Afterward I struggled to write his obituary. What events define a life? How to you trim nine decades into a few hundred words? Moreover, who gets to speak for the dead? Five years ago I wrote my Nana Dot’s. I found it easier because she died knowing exactly who I was. Grampa didn’t. Sometimes he would tell my mom he had a daughter named Terri. She was a good girl. I don’t know how she kept a straight face.

I resorted to interviewing people who knew him best and sifting through paper work from the basement. And I put in the parts I thought Grampa was proud of most: his family and his work, his love and his purpose. Everyone seemed to agree that Mac DelGizzi lived 91 big years. And was the expert of heavy things.

He was a career machinist first class for Bethlehem Steel Fore River Shipyard and General Dynamics. He helped build warships, including the USS Massachusetts, and propeller shafts for cruisers and LNG tankers. He could engineer a solution for any problem. His name can be found inside a ship’s bell or two if one looks hard enough.

giving him the business.

Mac was the oldest of five children. During the Depression he left school to help support his family. Afterward he joined the Army and was a decorated World War II veteran who served in the Philippine Campaign. He met Dottie, his wife of 62 years, working at Sevigny’s in Quincy. She cooked clams. He peeled potatoes. Together they had three children, played Kings in the Corner, and routinely accused the other of cheating at cards.

He loved working down the Cape with his brother Danny, growing tomatoes, a VO on the rocks, and fishing for flounder in his outboard around the Boston Harbor Islands. He and Dottie spent Saturday nights dancing with good friends at the Town River Yacht Club. They never missed a good party. How sweet it was.

mac and dottie.

Instead of flowers for the funeral, my brother and I planted Big Boy tomatoes in Grampa’s honor. 50 of them. Then we gave them away. I think Grampa would have liked that.

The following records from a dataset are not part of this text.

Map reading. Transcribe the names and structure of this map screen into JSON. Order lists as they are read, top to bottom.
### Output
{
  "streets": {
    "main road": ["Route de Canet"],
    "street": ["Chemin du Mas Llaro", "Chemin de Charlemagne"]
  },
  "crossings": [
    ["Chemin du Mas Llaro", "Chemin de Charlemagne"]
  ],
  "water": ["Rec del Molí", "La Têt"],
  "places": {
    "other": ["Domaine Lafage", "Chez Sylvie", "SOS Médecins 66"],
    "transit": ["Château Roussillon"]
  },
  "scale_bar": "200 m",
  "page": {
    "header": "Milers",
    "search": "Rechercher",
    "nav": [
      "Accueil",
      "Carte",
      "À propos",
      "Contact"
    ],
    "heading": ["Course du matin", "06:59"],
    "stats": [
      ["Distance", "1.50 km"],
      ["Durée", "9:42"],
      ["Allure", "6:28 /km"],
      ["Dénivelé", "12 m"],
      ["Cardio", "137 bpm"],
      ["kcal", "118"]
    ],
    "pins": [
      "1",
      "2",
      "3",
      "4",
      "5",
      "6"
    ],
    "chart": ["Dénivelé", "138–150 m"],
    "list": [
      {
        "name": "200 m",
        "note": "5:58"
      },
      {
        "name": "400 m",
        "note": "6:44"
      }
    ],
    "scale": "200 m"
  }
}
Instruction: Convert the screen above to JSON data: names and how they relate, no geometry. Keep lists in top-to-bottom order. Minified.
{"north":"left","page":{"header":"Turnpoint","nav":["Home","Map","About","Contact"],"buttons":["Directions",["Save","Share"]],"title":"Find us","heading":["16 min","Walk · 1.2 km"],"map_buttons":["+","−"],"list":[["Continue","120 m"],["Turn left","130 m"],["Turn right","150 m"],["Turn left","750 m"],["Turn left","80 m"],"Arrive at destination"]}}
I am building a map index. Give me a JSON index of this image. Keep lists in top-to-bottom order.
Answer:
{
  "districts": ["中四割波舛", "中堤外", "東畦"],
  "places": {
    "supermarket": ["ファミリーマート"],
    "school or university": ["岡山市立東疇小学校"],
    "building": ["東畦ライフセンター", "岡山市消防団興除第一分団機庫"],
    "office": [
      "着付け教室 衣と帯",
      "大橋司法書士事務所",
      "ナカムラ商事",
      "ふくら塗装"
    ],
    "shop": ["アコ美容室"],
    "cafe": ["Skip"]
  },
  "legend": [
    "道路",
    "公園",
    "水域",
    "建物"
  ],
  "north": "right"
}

We included instructions he once gave me for growing tomatoes.

Him: You plant them.
Me: Then what?
Him: You eat them.
Me: What do you in between?
Him: You watch them grow.

big boy tomatoes.

Typically late January is a little early to plant tomato starts. The nursery was just pulling bags of potting soil from the basement when we arrived. But it was worth a shot.

For the next week I watered the starts on my mother’s kitchen windowsill and watched as snowflakes dusted the backyard. I worried it was too cold for anything to germinate. The afternoon I headed to the airport I checked the pots and found a tiny green shoot poking out of the soil. I smiled. He made it.

3 thoughts on “how sweet it was

  1. Your writings are beautiful Kristen, a true story teller. Your Grandfather’s life lives on in you and through your words. He was so proud of you and all his family. A lovely tribute. Love you! Xo

  2. *wipes tears*

    this is stunning. i love that mac lived “91 big years and was an expert of heavy things.” he left quite the legacy in you and your family members.

    xo

  3. What a moving reflection and tribute to your Grampa Mac’s life. He will live on through your memories and the stories you continue to tell. As Mitch Albom penned, “Death ends a life, not a relationship.”